Friday 28 April 2017

Side effects of psychological therapies

Patricia Casey

The mantra "tablets bad, talking good" stalks mental health professionals with a tenacity that is nearly impossible to divert. The belief that medications for the treatment of mental illnesses are riddled with side effects is almost universal, while the possibility that talking treatments may also have side effects is almost never alluded to.

When I suggest medication, patients invariably ask if they will become dependent on them, but when I am recommending a talking therapy, I am rarely asked if it has any drawbacks. There is an assumption that talking is harmless.

A range of evidence-based psychological interventions have now become mainstream in medicine, and not just for mental health problems, but as adjuncts to physical treatments in areas as diverse as cancer and heart surgery. And so, assessing side effects as well as benefits is crucial - it is naive to expect talking therapies to be psychoactive yet harmless.

One of the reasons for the impression that there is an absence of side effects from psychological therapies is that, unlike pharmacological treatments, which are policed by the Medicines Board in Ireland, no such independent body exists for psychological treatments. The Medicines Board regularly publicises the hazards of medications, resulting in high levels of information reaching the general population. However, it falls to the professions of psychology and psychiatry to evaluate the risks and benefits of the various talking therapies used by its practitioners.

This month's issue of the British Journal of Psychiatry includes two editorials and a study of negative experiences of talking therapy. The study by Prof Mike Crawford of the Royal College of Psychiatrists, London, was based on survey data collected from those attending 184 psychological treatment services in England and Wales for the treatment of depression and/or anxiety.

It involved over 14,500 attendees who were sent questionnaires about the type of psychological therapy they received, the information they were provided with before it commenced, and if they considered they experienced any negative effects - just over 5pc considered they had lasting ill-effects.

Particularly affected were those under 65, those from ethnic and sexual minorities, people unsure of the type of therapy they received, those undergoing psychodynamic therapy and those who felt they were not given sufficient information before commencement.

This study did not explore the nature of the side effects, but other studies have identified several. These include: dependence on the therapist, making the completion of therapy particularly painful for the patient; loss of self-confidence with prolonged therapy; self-harm when painful issues are raised, such as abuse or childhood separations; and worsening of the symptoms for which they were referred.

How does psychotherapy lead to side effects? Unlike the taking of a tablet, the therapist is part of the active ingredient in psychotherapy and so, the skill with which the intervention is delivered is crucial.

In her editorial accompanying the above study, Prof Glenys Perry (a psychologist) from Sheffield University, points out that in this regard, delivering talking therapy more closely resembles surgery. In addition to the skill, the talking therapist must show fidelity to the therapy that is intended. For example, there are some who call themselves cognitive therapists but who deviate from what was developed originally.

Also, if there is a poor fit between the patient and therapist so that there is tension, mistrust or even animosity, then the danger of lasting side effects become very real. The patient also plays a role and some may be unsuitable for talking therapies, such as those who are excessively dependent and may transfer this need to the therapist.

Despite concerns, some therapies with clearly recognised side effects are still popular in some organisations. Critical incident stress debriefing is one such intervention that is used after major incidents such as fires and hurricanes. Routine use has been shown to increase the risk of post-traumatic stress disorder. Another popular intervention is bereavement counselling for those with normal bereavement reactions. There is evidence that this can induce prolonged and complex grief reactions. Most people resolve grief with the support of family and friends, and counselling should be reserved for those with protracted symptoms, worsening over time. Recovered memory techniques may induce false memories of abuse and as a result may cause distress and harm to others.

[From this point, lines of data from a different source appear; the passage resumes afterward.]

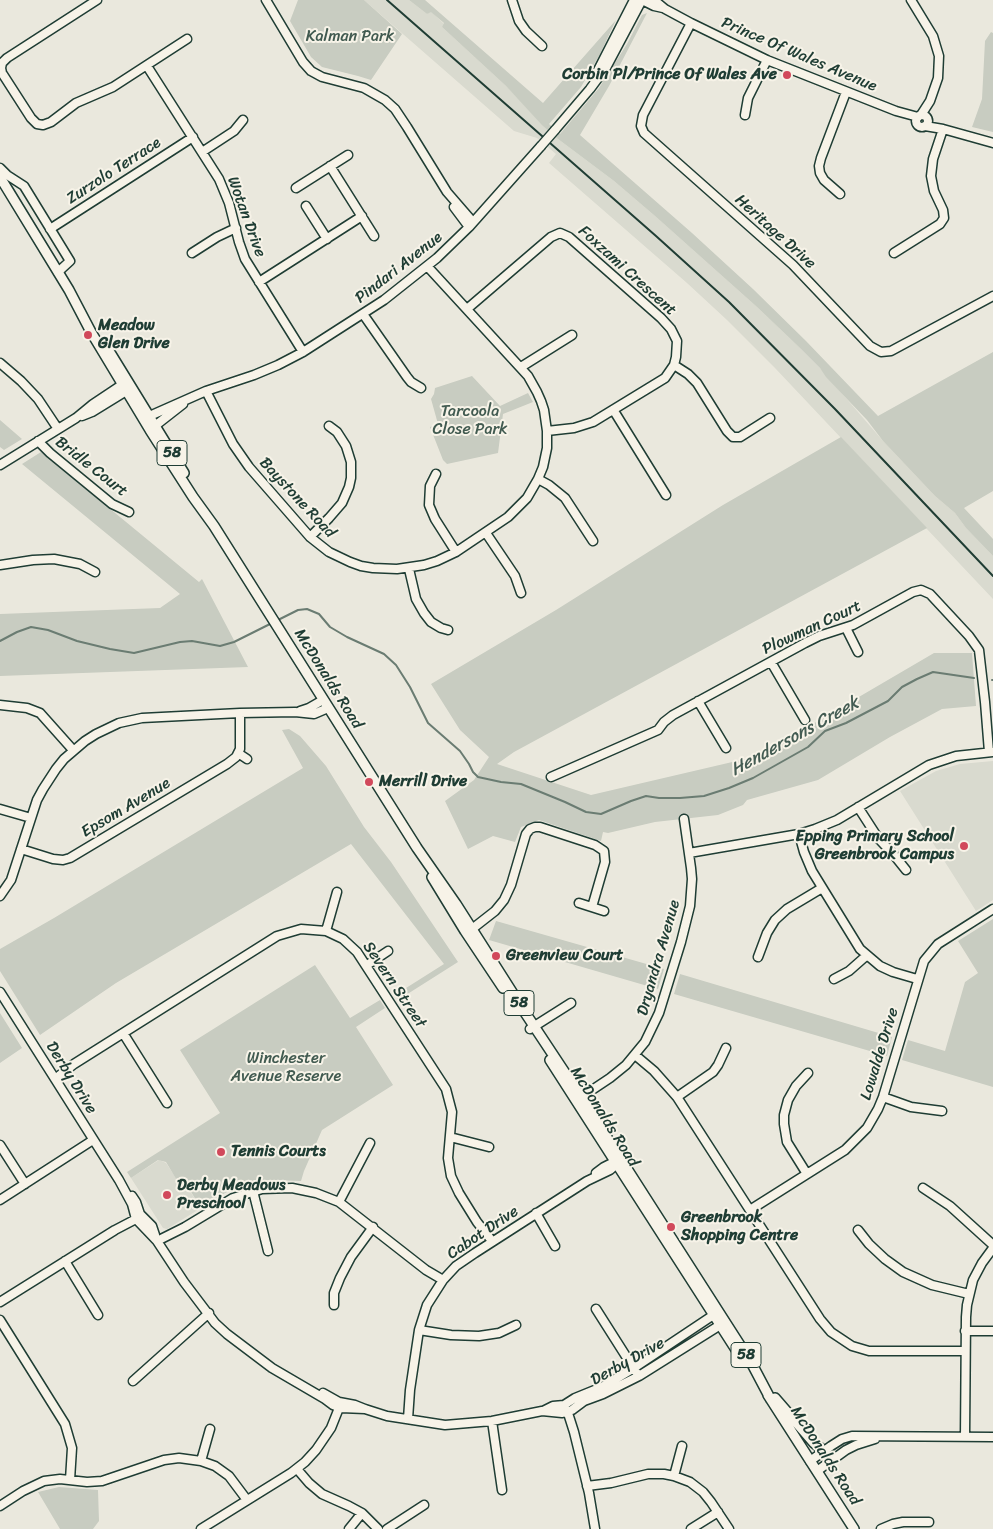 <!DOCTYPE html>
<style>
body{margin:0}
canvas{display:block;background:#eae8dd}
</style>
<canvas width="993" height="1529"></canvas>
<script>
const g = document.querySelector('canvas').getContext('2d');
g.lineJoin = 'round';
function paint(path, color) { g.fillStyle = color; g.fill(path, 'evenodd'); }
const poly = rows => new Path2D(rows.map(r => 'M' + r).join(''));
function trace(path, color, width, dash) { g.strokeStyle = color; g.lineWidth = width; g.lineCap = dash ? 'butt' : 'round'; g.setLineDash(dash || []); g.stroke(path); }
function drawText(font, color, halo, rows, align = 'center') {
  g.font = font + ' Sriracha,sans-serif'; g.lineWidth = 4; g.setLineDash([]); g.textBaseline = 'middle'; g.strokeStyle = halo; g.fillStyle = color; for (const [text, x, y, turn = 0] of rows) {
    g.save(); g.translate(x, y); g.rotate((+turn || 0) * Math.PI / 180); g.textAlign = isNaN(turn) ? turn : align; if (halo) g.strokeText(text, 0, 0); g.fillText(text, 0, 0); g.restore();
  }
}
const built = poly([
 [364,0,409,0,427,14,431,11,444,24,442,27,506,86,558,139,614,181,655,216,757,307,801,349,820,368,883,441,935,496,955,513,966,528,993,556,993,599,775,368,727,320,687,283,549,163,556,154,537,138,514,131],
 [993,761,993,900,976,911,900,791,936,771,960,764],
 [159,1160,166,1163,178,1181,182,1179,201,1208,167,1229,163,1228,131,1178]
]);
const green = poly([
 [298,0,364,0,402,34,371,80,358,76,322,67,311,57,290,21],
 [409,0,425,0,543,103,616,20,600,54,581,87,549,124,560,134,599,88,627,44,642,15,647,13,609,86,580,135,692,233,753,289,806,341,878,416,993,352,993,491,964,508,993,539,993,556,966,528,955,513,935,496,883,441,867,420,826,377,820,368,801,349,757,307,655,216,614,181,558,139,542,125,506,86,442,27,444,23,431,12,427,14],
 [991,32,993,33,993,132,972,127,982,99,985,41],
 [472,376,500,406,528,393,533,402,503,414,498,453,447,464,443,460,430,427,438,424,431,399,434,394,435,388],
 [0,420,22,439,4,450,0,447],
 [841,437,927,528,514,752,497,764,591,795,758,756,934,653,972,653,976,706,942,709,890,737,818,780,747,800,743,805,718,815,655,822,608,833,603,832,601,841,539,820,521,827,515,842,493,836,468,849,445,801,474,780,489,757,460,730,431,684,556,610,723,505],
 [41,452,199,582,202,579,248,667,0,676,0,614,160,608,180,594,22,464],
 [289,729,300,736,326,766,364,827,391,862,458,962,398,1000,395,995,444,964,351,844,116,983,40,1035,0,971,0,949,54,918,303,768,282,730],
 [993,919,993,1087,902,1060,908,1040,945,1051,965,982,978,973,958,941],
 [496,921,664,969,658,989,489,940],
 [315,965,350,1018,380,1000,385,1008,356,1027,393,1085,322,1130,304,1171,301,1181,272,1180,244,1184,225,1193,201,1208,183,1179,178,1182,166,1162,158,1160,131,1178,127,1172,220,1113,180,1050],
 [680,974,892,1037,887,1056,674,994],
 [0,1013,22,1048,0,1063],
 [59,1487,98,1490,99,1521,93,1529,60,1529,38,1492]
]);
const stream = poly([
 [276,621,298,610,307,609,319,614,330,627,347,637,384,654,396,665,410,687,428,723,460,751,469,764,473,772,478,777,501,782,521,784,565,802,586,812,601,814,631,801,646,796,659,798,680,798,704,796,729,788,753,778,808,747,825,731,846,723,888,701,902,687,917,679,933,672,974,678],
 [0,641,17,632,31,627,48,630,77,641,110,649,134,653,180,642,192,641,220,646,234,642,272,623],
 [992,680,993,680]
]);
const minor = poly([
 [97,0,7,58,2,63,1,68,2,73,31,118,37,124,43,125,51,122,76,103,113,87,187,39],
 [266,0,303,62,311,71,322,77,364,88,385,100,395,109,407,127,447,192,473,222],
 [512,0,519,21,526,31,542,46],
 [642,0,654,6,663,8],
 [654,0,665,9,691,23,767,60,896,111,918,117],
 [911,0,933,36,939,56,938,78,930,101,921,115],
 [691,23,643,115,641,126,644,133,793,265,870,346,881,352,891,351,993,296],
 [147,66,219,179,229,203,239,242,245,259,303,352],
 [596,74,634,0],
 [745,115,748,98,767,60],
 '916 121a6 6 0 1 1 12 0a6 6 0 1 1-12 0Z',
 [925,126,943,129,993,143],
 [555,130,590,89,607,66,642,0],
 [202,152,234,131,243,120],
 [330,166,374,236],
 [0,168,7,175,24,186,70,261,58,272],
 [296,188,348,155],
 [840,194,824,180,820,173,819,166,821,158,846,92],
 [306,206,327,239],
 [454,207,469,227],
 [50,229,193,137],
 [192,253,217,237,236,228],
 [894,253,940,224,944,218,943,210,934,191,931,176,933,159,943,129],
 [259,282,362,216],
 [467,309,551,237,560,233,569,237,661,318,671,329,677,341,676,357,674,365,665,378,593,422,574,428,547,431],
 [363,314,407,377,411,382,421,388],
 [0,363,21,381,38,399,58,429],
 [674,365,688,374,697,383,727,431,733,437,740,437,770,418],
 [521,367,572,335],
 [206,391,233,444,249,467,310,537,329,552,350,562,361,566,373,568,397,569,424,565,437,561,456,552,508,517,527,498,538,479,543,467,547,448,547,431,544,410,541,401,537,392,528,376,427,266],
 [614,411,666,495],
 [82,416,92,412,131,388],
 [145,418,206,391,254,375,278,365,303,352,384,300,437,258,469,227,541,146],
 [151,429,183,404],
 [38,441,50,453,112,504,129,512],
 [0,465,76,418,93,404,126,382],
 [436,474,430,486,429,505,435,519,456,552],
 [538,479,549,485,565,498,593,541],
 [486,533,515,576,521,593],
 [310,537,329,518,342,503,349,487,351,478,351,462,346,446,337,432,329,426],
 [0,565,33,560,54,559,80,564,95,572],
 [409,569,416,599,424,613,431,622,441,628,448,630],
 [846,628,858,652],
 [771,662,805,720],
 [698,701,726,748],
 [0,705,27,708,40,713,73,750],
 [300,711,309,708,323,700],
 [238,753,247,759],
 [551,777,658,730,664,722,673,715,805,643,819,636,853,625,913,592,921,590,930,594,969,636,979,650,985,702,989,752],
 [858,807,878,838,894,855,906,870],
 [0,809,31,818],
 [799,834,804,852,812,871,860,949,880,966,893,972,917,979],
 [21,849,53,859,63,860,70,858,227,764,236,757,240,749,240,713],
 [689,853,799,834,815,829,837,820,929,765,956,756,993,752],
 [0,896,11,880,37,800,43,789,56,769,64,759,85,741,96,734,119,723,142,718,240,713,295,712,314,714,328,708],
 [579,903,604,911],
 [467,930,472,929,495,911,504,900,511,885,526,834,530,829,535,827,540,827,595,845,604,851,605,862,592,907],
 [326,931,337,892],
 [758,957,767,933,775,920,787,909,822,888],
 [367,965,388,951],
 [834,979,849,971,866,956],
 [0,992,119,1180,132,1204,136,1219,157,1241,184,1282,215,1323,227,1334,272,1368,325,1399,333,1405,341,1408,365,1409],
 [530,1029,571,1003],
 [123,1033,167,1103],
 [635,1055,654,1071,677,1097,820,1319,831,1332,852,1346,869,1351,965,1351],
 [55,1079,74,1064,277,936,301,929,326,931,343,939,357,952,446,1089,452,1112,448,1158,451,1176,459,1193,477,1222,492,1241],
 [677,1097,713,1072,718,1065,726,1048],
 [883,1097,911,1107,942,1111],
 [577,1100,610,1078,626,1065,645,1042,659,1013,681,942,690,906,692,879,691,868,684,819],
 [450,1137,489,1147],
 [0,1145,25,1184],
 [596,1173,604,1167,618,1160],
 [807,1174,787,1142,784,1124,784,1115,788,1100,796,1086,808,1073],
 [923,1188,950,1206,993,1245],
 [253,1191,268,1251],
 [132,1196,136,1202,140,1214,152,1226,155,1235],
 [0,1200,93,1140],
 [339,1202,370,1143],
 [750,1210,845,1150,867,1128,878,1109,883,1097,924,961,938,944,993,909],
 [536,1213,555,1246],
 [858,1230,869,1244,885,1259,903,1272,932,1285,969,1294],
 [157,1241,185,1227,233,1198,262,1189,292,1188,316,1193,339,1202,426,1270,443,1280],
 [65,1261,98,1315],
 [0,1302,115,1230,136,1219,140,1214],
 [334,1305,334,1293,340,1278,351,1257,373,1227],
 [596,1309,636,1372],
 [0,1320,65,1424,72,1448,70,1480],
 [419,1330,451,1335,479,1336,499,1333,516,1325],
 [965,1331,993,1331],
 [133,1381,209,1313],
 [323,1393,339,1402,355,1405,365,1409,387,1416,445,1425,492,1421,542,1411,562,1413,572,1410,584,1401,603,1394,639,1376,725,1322],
 [567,1410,574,1432,589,1493,595,1529],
 [543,1411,553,1406,564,1405,575,1398,602,1387,634,1368,718,1312],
 [408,1419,410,1390,419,1330,427,1305,443,1280,456,1266,475,1253,587,1181,610,1170,620,1161],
 [492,1421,502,1490],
 [965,1437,966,1317,967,1305,973,1280,982,1263,993,1248],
 [201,1461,210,1429],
 [810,1461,831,1446,842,1439,852,1436,993,1437],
 [297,1469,309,1483,322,1494,349,1506,362,1513,378,1529],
 [817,1471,846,1450,856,1445,875,1439],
 [674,1476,682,1446],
 [587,1486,611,1483,648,1474,664,1474,674,1476,690,1482,703,1492,711,1502,729,1529],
 [0,1506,23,1491,44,1481,60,1479,87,1482,102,1481,164,1460,179,1458,201,1461,215,1466,229,1476,247,1500],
 [201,1529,291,1473,305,1462,316,1450,331,1428,339,1408,339,1403],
 [349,1529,362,1513],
 [387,1529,424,1505],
 [691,1529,718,1512],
 [881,1529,893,1524,903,1522,929,1522]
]);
const major = poly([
 [0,177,69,290,91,332,150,430,193,497,214,526,417,848,456,904,524,1011,581,1097,752,1364,771,1400],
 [106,346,184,473],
 [432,877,465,931,503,988],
 [550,1060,744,1362],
 [768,1395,854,1529],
 [775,1398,814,1443,824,1451]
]);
const rail = poly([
 [387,0,656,236,729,302,835,409,993,576]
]);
const minorBridge = poly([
 [541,146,555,130]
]);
const markers = [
 [787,75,5,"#d1495b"],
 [88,335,5,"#d1495b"],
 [369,782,5,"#d1495b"],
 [964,846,5,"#d1495b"],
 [496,956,5,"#d1495b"],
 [221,1152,5,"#d1495b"],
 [167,1195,5,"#d1495b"],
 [671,1227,5,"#d1495b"]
];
const shields = [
 [172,453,30],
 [519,1003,30],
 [746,1355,30]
];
const shieldNames = [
 ["58",172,453],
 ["58",519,1003],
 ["58",746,1355]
];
const parkNames = [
 ["Kalman Park",350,37],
 ["Tarcoola",470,412],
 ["Close Park",470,430],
 ["Winchester",286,1059],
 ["Avenue Reserve",286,1077]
];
const streetNames = [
 ["Prince Of Wales Avenue",799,55,23],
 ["Zurzolo Terrace",114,171,-33],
 ["Wotan Drive",246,217,70],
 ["Heritage Drive",775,232,42],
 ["Pindari Avenue",399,268,-38],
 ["Foxzami Crescent",627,271,42],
 ["Bridle Court",91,467,38],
 ["Baystone Road",297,498,47],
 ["Plowman Court",812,628,-25],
 ["McDonalds Road",328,679,58],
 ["Epsom Avenue",126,808,-31],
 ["Dryandra Avenue",659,958,-74],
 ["Severn Street",394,985,56],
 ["Lowalde Drive",880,1054,-73],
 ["Derby Drive",71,1078,58],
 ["McDonalds Road",604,1117,58],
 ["Cabot Drive",483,1233,-34],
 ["Derby Drive",628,1362,-29],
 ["McDonalds Road",825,1456,57]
];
const poiNames = [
 ["Corbin Pl/Prince Of Wales Ave",777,75,"right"],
 ["Meadow",98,326],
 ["Glen Drive",98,344],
 ["Merrill Drive",379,782],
 ["Epping Primary School",954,837,"right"],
 ["Greenbrook Campus",954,855,"right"],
 ["Greenview Court",506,956],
 ["Tennis Courts",231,1152],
 ["Derby Meadows",177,1186],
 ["Preschool",177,1204],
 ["Greenbrook",681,1218],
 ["Shopping Centre",681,1236]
];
const waterNames = [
 ["Hendersons Creek",795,737,-29]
];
paint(built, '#d9dacf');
paint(green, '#c8ccc1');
trace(stream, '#6a7c72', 2);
trace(minor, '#1f3d34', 11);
trace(major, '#1f3d34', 12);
trace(minor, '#f7f3e8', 8);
trace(major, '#f7f3e8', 9);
trace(rail, '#1f3d34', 2);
trace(minorBridge, '#1f3d34', 11, []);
trace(minorBridge, '#f7f3e8', 8);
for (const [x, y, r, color] of markers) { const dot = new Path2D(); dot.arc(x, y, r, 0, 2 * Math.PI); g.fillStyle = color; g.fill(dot); trace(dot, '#f7f3e8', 2); }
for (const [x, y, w] of shields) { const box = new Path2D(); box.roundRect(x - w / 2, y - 12.5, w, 25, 4); g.fillStyle = '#f7f3e8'; g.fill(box); trace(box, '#1f3d34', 1); }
drawText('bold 15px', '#1f3d34', null, shieldNames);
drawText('16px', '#415a50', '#f7f3e8', parkNames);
drawText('16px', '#1f3d34', '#f7f3e8', streetNames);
drawText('bold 16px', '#1f3d34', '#f7f3e8', poiNames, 'left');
drawText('italic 18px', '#445c53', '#f7f3e8', waterNames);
</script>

The way forward is to provide a framework for routinely measuring the side effects of psychological treatments in the same way that pharmacological agents are monitored. Trials of psychological treatments should be mandated to measure side effects and to detail them in final reports and published papers. Clinical audits, routinely carried out a local level, should monitor disengagement from psychological treatments along with evaluation of the reasons.

Psychological interventions have come of age and with this, the responsibility to monitor not only their benefits but also their side effects, is required for pharmacological or surgical intervention. Informed consent and patient well-being demands no less.